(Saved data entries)
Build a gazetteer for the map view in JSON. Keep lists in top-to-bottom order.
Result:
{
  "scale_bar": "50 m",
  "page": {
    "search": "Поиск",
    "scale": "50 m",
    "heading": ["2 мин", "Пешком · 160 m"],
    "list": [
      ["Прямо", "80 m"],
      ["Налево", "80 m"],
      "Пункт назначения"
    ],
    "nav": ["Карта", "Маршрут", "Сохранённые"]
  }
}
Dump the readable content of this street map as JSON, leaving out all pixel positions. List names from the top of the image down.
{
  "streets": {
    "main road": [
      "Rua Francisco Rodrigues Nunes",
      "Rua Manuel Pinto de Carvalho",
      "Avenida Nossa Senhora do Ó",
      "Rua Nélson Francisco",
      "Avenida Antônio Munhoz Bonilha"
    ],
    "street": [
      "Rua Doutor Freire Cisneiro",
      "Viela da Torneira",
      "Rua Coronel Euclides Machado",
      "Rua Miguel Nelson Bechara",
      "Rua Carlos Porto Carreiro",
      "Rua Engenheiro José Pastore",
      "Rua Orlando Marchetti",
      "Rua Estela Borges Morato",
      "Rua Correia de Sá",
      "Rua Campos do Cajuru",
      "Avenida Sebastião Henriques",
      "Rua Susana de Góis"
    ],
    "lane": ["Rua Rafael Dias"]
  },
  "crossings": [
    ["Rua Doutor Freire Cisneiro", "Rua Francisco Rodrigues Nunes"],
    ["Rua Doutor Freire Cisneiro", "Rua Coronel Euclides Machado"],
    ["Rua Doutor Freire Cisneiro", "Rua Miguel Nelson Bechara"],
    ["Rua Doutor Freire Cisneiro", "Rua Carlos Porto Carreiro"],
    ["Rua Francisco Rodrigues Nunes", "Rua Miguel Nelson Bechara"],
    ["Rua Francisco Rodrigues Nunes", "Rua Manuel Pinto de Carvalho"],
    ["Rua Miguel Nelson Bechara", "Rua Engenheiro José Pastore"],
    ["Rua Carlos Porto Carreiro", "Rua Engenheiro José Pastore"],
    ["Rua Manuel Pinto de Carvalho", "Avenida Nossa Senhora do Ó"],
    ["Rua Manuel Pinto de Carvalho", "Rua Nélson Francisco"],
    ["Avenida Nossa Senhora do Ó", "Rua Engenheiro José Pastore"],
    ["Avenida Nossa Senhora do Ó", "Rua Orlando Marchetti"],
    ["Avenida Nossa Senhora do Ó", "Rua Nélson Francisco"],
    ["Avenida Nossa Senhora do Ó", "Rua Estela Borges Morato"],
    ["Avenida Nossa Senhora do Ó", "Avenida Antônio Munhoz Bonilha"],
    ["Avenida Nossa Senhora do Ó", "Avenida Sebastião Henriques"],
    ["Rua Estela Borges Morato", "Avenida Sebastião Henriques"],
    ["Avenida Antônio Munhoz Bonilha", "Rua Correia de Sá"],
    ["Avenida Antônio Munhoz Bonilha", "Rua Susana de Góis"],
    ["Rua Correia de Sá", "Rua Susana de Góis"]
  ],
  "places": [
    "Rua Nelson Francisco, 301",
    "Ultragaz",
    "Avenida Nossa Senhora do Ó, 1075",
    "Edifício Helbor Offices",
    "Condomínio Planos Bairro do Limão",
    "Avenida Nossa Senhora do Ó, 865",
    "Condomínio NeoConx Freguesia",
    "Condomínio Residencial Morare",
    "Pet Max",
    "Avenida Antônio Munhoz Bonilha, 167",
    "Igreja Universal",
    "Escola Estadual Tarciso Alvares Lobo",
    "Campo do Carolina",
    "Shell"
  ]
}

(What you should do):
The records must be given again in full, exactly as they were written.

(Written answer):
Build a gazetteer for the map view in JSON. Keep lists in top-to-bottom order.
Result:
{
  "scale_bar": "50 m",
  "page": {
    "search": "Поиск",
    "scale": "50 m",
    "heading": ["2 мин", "Пешком · 160 m"],
    "list": [
      ["Прямо", "80 m"],
      ["Налево", "80 m"],
      "Пункт назначения"
    ],
    "nav": ["Карта", "Маршрут", "Сохранённые"]
  }
}
Dump the readable content of this street map as JSON, leaving out all pixel positions. List names from the top of the image down.
{
  "streets": {
    "main road": [
      "Rua Francisco Rodrigues Nunes",
      "Rua Manuel Pinto de Carvalho",
      "Avenida Nossa Senhora do Ó",
      "Rua Nélson Francisco",
      "Avenida Antônio Munhoz Bonilha"
    ],
    "street": [
      "Rua Doutor Freire Cisneiro",
      "Viela da Torneira",
      "Rua Coronel Euclides Machado",
      "Rua Miguel Nelson Bechara",
      "Rua Carlos Porto Carreiro",
      "Rua Engenheiro José Pastore",
      "Rua Orlando Marchetti",
      "Rua Estela Borges Morato",
      "Rua Correia de Sá",
      "Rua Campos do Cajuru",
      "Avenida Sebastião Henriques",
      "Rua Susana de Góis"
    ],
    "lane": ["Rua Rafael Dias"]
  },
  "crossings": [
    ["Rua Doutor Freire Cisneiro", "Rua Francisco Rodrigues Nunes"],
    ["Rua Doutor Freire Cisneiro", "Rua Coronel Euclides Machado"],
    ["Rua Doutor Freire Cisneiro", "Rua Miguel Nelson Bechara"],
    ["Rua Doutor Freire Cisneiro", "Rua Carlos Porto Carreiro"],
    ["Rua Francisco Rodrigues Nunes", "Rua Miguel Nelson Bechara"],
    ["Rua Francisco Rodrigues Nunes", "Rua Manuel Pinto de Carvalho"],
    ["Rua Miguel Nelson Bechara", "Rua Engenheiro José Pastore"],
    ["Rua Carlos Porto Carreiro", "Rua Engenheiro José Pastore"],
    ["Rua Manuel Pinto de Carvalho", "Avenida Nossa Senhora do Ó"],
    ["Rua Manuel Pinto de Carvalho", "Rua Nélson Francisco"],
    ["Avenida Nossa Senhora do Ó", "Rua Engenheiro José Pastore"],
    ["Avenida Nossa Senhora do Ó", "Rua Orlando Marchetti"],
    ["Avenida Nossa Senhora do Ó", "Rua Nélson Francisco"],
    ["Avenida Nossa Senhora do Ó", "Rua Estela Borges Morato"],
    ["Avenida Nossa Senhora do Ó", "Avenida Antônio Munhoz Bonilha"],
    ["Avenida Nossa Senhora do Ó", "Avenida Sebastião Henriques"],
    ["Rua Estela Borges Morato", "Avenida Sebastião Henriques"],
    ["Avenida Antônio Munhoz Bonilha", "Rua Correia de Sá"],
    ["Avenida Antônio Munhoz Bonilha", "Rua Susana de Góis"],
    ["Rua Correia de Sá", "Rua Susana de Góis"]
  ],
  "places": [
    "Rua Nelson Francisco, 301",
    "Ultragaz",
    "Avenida Nossa Senhora do Ó, 1075",
    "Edifício Helbor Offices",
    "Condomínio Planos Bairro do Limão",
    "Avenida Nossa Senhora do Ó, 865",
    "Condomínio NeoConx Freguesia",
    "Condomínio Residencial Morare",
    "Pet Max",
    "Avenida Antônio Munhoz Bonilha, 167",
    "Igreja Universal",
    "Escola Estadual Tarciso Alvares Lobo",
    "Campo do Carolina",
    "Shell"
  ]
}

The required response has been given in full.